## RECORDS PROVIDED
....
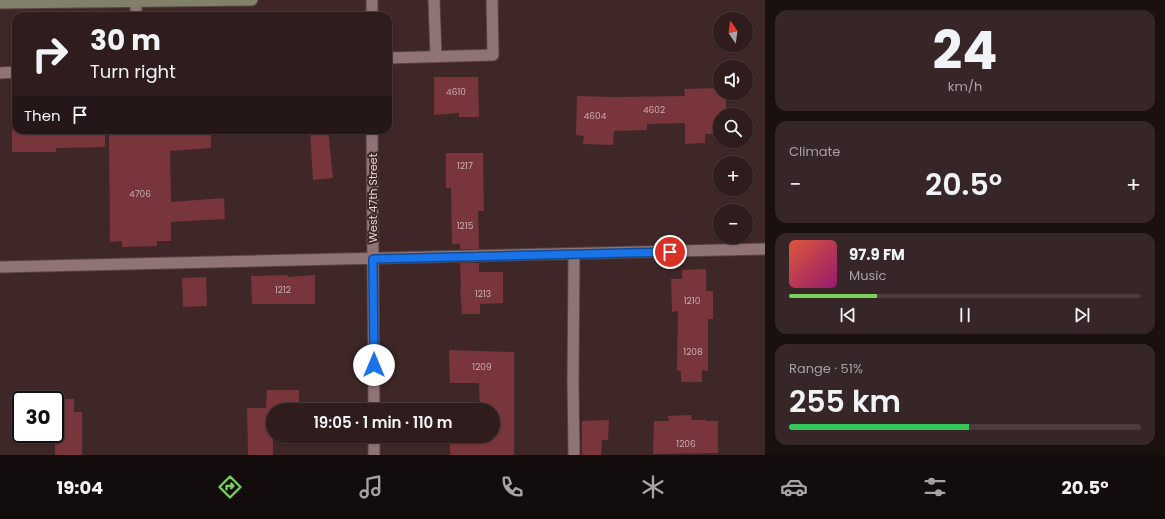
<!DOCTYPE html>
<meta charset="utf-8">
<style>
:root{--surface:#2f1d1e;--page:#372627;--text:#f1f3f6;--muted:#a7a2a4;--line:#4a3b3c;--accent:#76d25a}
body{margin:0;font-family:Poppins,sans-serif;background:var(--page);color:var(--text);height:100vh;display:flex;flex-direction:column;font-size:15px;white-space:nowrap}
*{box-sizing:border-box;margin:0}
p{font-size:13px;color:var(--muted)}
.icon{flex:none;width:22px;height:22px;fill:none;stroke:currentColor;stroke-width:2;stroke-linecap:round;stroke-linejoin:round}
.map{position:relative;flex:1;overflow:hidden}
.panel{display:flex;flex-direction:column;gap:10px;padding:10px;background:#1a1010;width:400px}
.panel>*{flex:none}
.guide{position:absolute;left:12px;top:12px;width:380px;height:122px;border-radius:12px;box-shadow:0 1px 3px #0004,0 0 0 1px var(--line);background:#2f1d1e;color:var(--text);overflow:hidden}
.needle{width:26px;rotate:347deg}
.fabs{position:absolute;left:713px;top:12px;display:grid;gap:8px}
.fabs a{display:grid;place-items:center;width:40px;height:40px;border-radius:50%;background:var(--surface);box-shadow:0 1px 3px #0004,0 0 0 1px var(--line);font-size:20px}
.speed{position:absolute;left:12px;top:391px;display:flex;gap:8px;font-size:20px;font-weight:700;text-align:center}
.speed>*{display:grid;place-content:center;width:52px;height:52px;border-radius:50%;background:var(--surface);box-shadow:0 1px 3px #0004,0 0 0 1px var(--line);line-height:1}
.speed .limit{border:2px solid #111;border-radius:6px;background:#fff;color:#111}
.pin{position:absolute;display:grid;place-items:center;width:34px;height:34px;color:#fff;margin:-17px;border:2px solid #fff;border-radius:50%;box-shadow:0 1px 4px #0007}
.me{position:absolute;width:44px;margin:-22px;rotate:0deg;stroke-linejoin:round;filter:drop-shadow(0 0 3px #0008)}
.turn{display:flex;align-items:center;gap:14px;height:84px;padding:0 12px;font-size:18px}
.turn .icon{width:52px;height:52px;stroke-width:2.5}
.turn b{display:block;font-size:28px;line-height:34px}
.then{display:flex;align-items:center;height:38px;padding:0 12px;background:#0003;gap:8px;font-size:15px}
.big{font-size:30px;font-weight:600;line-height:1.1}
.panel .tile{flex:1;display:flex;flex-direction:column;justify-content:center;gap:6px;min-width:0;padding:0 14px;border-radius:12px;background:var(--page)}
.panel .dial{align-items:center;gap:0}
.dial b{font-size:52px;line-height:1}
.song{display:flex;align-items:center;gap:12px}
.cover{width:48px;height:48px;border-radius:6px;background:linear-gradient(135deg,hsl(10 70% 55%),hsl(320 70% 35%))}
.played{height:4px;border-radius:2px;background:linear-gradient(90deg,var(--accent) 25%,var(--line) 25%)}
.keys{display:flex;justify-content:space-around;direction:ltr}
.heat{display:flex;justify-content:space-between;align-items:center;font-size:22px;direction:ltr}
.charge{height:6px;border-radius:3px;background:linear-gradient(90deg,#34c759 51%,var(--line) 0)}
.trip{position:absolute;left:266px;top:403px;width:234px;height:40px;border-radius:20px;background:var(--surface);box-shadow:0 1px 3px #0004,0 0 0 1px var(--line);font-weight:600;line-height:40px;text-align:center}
.tab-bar{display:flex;height:64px;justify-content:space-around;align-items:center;background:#130c0c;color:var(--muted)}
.tab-bar .icon{width:28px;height:28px}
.tab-bar .current{color:var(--accent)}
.tab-bar b{font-size:18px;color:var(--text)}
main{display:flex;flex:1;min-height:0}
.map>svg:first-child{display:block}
.building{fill:#78353c}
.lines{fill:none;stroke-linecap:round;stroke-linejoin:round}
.service-casing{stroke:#574344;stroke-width:13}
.minor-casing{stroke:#574344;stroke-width:13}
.secondary-casing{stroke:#574344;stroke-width:13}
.service{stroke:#907475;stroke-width:11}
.minor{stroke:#907475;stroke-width:11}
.secondary{stroke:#808168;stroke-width:11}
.route-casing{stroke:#114b97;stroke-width:10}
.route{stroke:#1a73e8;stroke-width:7}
.labels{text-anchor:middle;stroke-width:4;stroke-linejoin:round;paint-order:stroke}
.number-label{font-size:9px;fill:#caaeb0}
.street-label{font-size:11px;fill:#e6d6d7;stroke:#3f2728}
</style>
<main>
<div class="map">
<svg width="765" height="455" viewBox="0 0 765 455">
<rect width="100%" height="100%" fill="#3f2728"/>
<g class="building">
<path d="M434,77H478L479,117H459V113L434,115Z"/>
<path d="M720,88V93H726V115L720,114V134H705V143L685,144V123L647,124V130L614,131L613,145L583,144L584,136L576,135L577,96L614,97L685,96L684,89Z"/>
<path d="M12,130H105V147L56,148V152H12Z"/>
<path d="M109,130H211V148L170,151L171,202L224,198L225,219L171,222V241H157V246L122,247V241L110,242Z"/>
<path d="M310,130H328L333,178L313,180Z"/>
<path d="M446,153H483L484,211H478L479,249H460V244H452L451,188H446Z"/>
<path d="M460,263H479V272H503V303L480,304V314H462L460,289H461Z"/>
<path d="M706,269V291H713V319H708V371L702,370V382H681V371L677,370L678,311L672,312L671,279H682V270Z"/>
<path d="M288,275V277L315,275V304H252L251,276Z"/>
<path d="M206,277L207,306L183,307L182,278Z"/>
<path d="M449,350L514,352V455H450V436H493V410H480L479,383H450Z"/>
<path d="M267,390H299V410H273V455H248L247,408H266Z"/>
<path d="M55,399H74V412H82V455H55Z"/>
<path d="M691,415L692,420H706V421H718V453L653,454L654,421H669L668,416Z"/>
<path d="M609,420L608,440H602L601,455H582V421Z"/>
</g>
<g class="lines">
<defs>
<g id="service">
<path d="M434,0L436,56"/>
<path d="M136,16V2"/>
<path d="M388,58L493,55L492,0"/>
<path d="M0,73L16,72"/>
<path d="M0,267L765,249"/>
<path d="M574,455L573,383L574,254"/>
</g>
<g id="minor">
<path d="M372,0V16"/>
<path d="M372,130L374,410"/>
<path d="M374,436V455"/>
</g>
<path id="secondary" d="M0,3L252,0"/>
</defs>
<use href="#service" class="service-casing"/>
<use href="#minor" class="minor-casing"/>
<use href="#secondary" class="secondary-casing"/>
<use href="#service" class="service"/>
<use href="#minor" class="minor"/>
<use href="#secondary" class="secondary"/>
</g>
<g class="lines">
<defs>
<path id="route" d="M374,365L373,259L670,252"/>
</defs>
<use href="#route" class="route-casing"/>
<use href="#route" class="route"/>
</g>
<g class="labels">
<g class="number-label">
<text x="456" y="95">4610</text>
<text x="654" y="113">4602</text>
<text x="595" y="119">4604</text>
<text x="465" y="169">1217</text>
<text x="140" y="197">4706</text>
<text x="465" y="229">1215</text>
<text x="283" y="293">1212</text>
<text x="483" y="297">1213</text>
<text x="692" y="304">1210</text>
<text x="693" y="355">1208</text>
<text x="482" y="370">1209</text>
<text x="686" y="447">1206</text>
</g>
<g class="street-label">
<text transform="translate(373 198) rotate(-90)" y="4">West 47th Street</text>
</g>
</g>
</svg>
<div class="fabs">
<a><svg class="needle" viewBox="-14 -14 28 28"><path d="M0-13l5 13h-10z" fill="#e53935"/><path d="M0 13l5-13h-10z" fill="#a7a2a4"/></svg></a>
<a><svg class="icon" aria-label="sound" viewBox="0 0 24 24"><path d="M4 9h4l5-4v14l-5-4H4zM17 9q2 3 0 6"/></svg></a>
<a><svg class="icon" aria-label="search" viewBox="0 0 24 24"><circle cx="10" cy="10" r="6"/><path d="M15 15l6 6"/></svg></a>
<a>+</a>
<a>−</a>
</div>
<div class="speed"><div class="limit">30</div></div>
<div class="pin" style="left:670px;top:252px;background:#d93025"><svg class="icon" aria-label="arrive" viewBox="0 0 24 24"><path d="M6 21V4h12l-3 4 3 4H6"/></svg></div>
<svg class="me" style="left:374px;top:365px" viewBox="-20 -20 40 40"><circle r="19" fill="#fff"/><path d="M0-13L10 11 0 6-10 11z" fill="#1a73e8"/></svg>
<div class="trip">19:05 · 1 min · 110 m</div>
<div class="guide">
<div class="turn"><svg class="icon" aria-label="right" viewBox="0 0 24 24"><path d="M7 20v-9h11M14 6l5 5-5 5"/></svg><div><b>30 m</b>Turn right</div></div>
<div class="then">Then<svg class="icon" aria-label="arrive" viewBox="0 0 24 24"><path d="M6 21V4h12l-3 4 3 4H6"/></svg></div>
</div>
</div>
<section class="panel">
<div class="tile dial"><b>24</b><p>km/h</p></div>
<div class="tile"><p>Climate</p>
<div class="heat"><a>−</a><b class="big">20.5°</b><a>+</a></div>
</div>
<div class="tile">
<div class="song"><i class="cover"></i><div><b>97.9 FM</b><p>Music</p></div></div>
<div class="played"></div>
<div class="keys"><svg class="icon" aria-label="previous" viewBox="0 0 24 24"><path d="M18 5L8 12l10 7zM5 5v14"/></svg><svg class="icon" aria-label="pause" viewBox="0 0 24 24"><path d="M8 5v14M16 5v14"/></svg><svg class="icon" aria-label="next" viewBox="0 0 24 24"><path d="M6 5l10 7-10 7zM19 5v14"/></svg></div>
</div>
<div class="tile"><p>Range · 51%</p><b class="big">255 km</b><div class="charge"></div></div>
</section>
</main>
<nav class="tab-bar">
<b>19:04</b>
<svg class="icon current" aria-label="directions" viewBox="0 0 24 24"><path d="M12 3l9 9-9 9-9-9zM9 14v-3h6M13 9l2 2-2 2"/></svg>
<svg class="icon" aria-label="music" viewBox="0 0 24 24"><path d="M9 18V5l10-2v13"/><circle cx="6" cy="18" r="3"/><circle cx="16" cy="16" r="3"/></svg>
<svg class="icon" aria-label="phone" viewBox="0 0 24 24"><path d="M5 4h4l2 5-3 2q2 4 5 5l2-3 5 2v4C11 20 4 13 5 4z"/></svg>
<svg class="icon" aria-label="climate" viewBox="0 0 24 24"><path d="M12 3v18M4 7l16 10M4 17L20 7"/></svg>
<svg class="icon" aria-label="car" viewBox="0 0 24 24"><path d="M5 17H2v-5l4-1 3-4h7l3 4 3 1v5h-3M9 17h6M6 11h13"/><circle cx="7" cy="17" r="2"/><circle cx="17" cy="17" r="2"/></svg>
<svg class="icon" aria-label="filters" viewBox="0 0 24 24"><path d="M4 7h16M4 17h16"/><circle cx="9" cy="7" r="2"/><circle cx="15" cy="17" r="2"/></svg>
<b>20.5°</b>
</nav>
....
## INSTRUCTIONS TO FOLLOW
Out of the records above, pick each line that contains the string "none".

## TASK ANSWER
.icon{flex:none;width:22px;height:22px;fill:none;stroke:currentColor;stroke-width:2;stroke-linecap:round;stroke-linejoin:round}
.panel>*{flex:none}
.lines{fill:none;stroke-linecap:round;stroke-linejoin:round}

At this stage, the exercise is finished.